In the weeks following disclosure in The Times that rocket fuel trucked to Vandenberg passed through metropolitan Los Angeles and other communities, elected officials at the city, county, state and federal levels seemed to be outdoing one another to respond to the hazard.

They did so, say many of those involved, because the situation offered a rare combination: an issue of public safety presenting the opportunity for a relatively easy fix and a singular lack of political risk in acting forcefully.

“It is the kind of thing where people don’t have to stick their toe into the water to see if the water’s fine,” said Kam Kuwata, a California political consultant. “They know they can jump in. The number of elected officials that jumped in demonstrates that.”
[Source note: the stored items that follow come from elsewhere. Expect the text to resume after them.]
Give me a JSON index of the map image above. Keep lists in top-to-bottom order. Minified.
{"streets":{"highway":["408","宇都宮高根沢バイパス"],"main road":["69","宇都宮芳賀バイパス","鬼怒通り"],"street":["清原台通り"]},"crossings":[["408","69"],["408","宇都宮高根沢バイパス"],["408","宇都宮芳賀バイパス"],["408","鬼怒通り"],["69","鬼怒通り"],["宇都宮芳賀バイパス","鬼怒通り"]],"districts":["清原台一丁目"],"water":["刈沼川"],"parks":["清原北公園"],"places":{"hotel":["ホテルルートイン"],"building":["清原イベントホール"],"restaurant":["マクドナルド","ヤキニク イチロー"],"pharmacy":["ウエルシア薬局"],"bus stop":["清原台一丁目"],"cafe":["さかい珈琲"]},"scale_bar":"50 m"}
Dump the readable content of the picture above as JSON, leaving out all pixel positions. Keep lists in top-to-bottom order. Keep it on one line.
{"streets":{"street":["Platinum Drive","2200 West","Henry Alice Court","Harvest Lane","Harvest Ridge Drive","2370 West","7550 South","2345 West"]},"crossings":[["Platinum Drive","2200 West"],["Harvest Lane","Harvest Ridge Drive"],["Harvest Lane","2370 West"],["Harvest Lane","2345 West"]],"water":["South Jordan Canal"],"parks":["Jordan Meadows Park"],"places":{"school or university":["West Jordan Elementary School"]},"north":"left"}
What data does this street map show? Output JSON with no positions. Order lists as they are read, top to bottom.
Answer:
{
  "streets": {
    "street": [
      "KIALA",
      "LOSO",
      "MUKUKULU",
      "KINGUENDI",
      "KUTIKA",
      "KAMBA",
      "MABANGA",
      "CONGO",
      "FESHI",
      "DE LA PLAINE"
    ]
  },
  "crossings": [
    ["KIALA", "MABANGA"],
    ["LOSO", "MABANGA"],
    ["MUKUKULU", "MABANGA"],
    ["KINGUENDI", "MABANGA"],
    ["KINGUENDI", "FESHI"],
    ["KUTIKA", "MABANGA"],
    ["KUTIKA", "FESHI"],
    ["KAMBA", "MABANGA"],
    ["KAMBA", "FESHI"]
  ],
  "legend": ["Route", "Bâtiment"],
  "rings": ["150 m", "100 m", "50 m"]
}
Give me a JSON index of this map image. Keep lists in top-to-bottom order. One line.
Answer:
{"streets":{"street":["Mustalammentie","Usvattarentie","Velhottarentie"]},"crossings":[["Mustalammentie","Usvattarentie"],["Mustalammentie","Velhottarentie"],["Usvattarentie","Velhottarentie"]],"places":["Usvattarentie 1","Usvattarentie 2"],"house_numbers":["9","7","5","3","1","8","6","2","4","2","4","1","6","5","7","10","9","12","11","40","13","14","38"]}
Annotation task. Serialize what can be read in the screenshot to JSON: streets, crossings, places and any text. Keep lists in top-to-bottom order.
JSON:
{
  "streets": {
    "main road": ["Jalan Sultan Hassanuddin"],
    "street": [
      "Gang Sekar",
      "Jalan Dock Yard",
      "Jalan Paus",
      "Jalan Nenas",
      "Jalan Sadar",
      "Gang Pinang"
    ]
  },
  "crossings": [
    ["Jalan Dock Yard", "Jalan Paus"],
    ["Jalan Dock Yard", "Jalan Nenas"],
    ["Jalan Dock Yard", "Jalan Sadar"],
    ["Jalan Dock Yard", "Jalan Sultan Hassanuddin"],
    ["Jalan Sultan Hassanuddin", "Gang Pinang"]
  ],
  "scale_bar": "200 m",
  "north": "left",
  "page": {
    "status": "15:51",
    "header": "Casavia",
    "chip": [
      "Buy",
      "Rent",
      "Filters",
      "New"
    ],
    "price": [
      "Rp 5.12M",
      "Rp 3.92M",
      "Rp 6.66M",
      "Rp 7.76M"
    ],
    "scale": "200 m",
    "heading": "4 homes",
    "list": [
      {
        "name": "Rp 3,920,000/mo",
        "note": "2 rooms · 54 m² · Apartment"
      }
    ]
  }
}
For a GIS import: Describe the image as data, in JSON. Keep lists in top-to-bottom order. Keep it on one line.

Katz agreed. “Everyone in the world is jumping on an issue that looks like a no-lose political situation,” he said. “There is no one advocating the rocket-fuel side.”

No one faulted the politicians for demanding action in the face of possible danger to the public. But the list of those drafting legislation, holding hearings, testifying before government committees and issuing news releases reads like a Who’s Who of Los Angeles officeholders, especially those who may seek higher office.

At last count, those involved included five Los Angeles City Council members, the mayor, City Atty. James K. Hahn, three Los Angeles County supervisors, Katz and six congressmen. Among them are three prospective 1989 mayoral candidates--Bradley, Councilman Zev Yaroslavsky and Hahn.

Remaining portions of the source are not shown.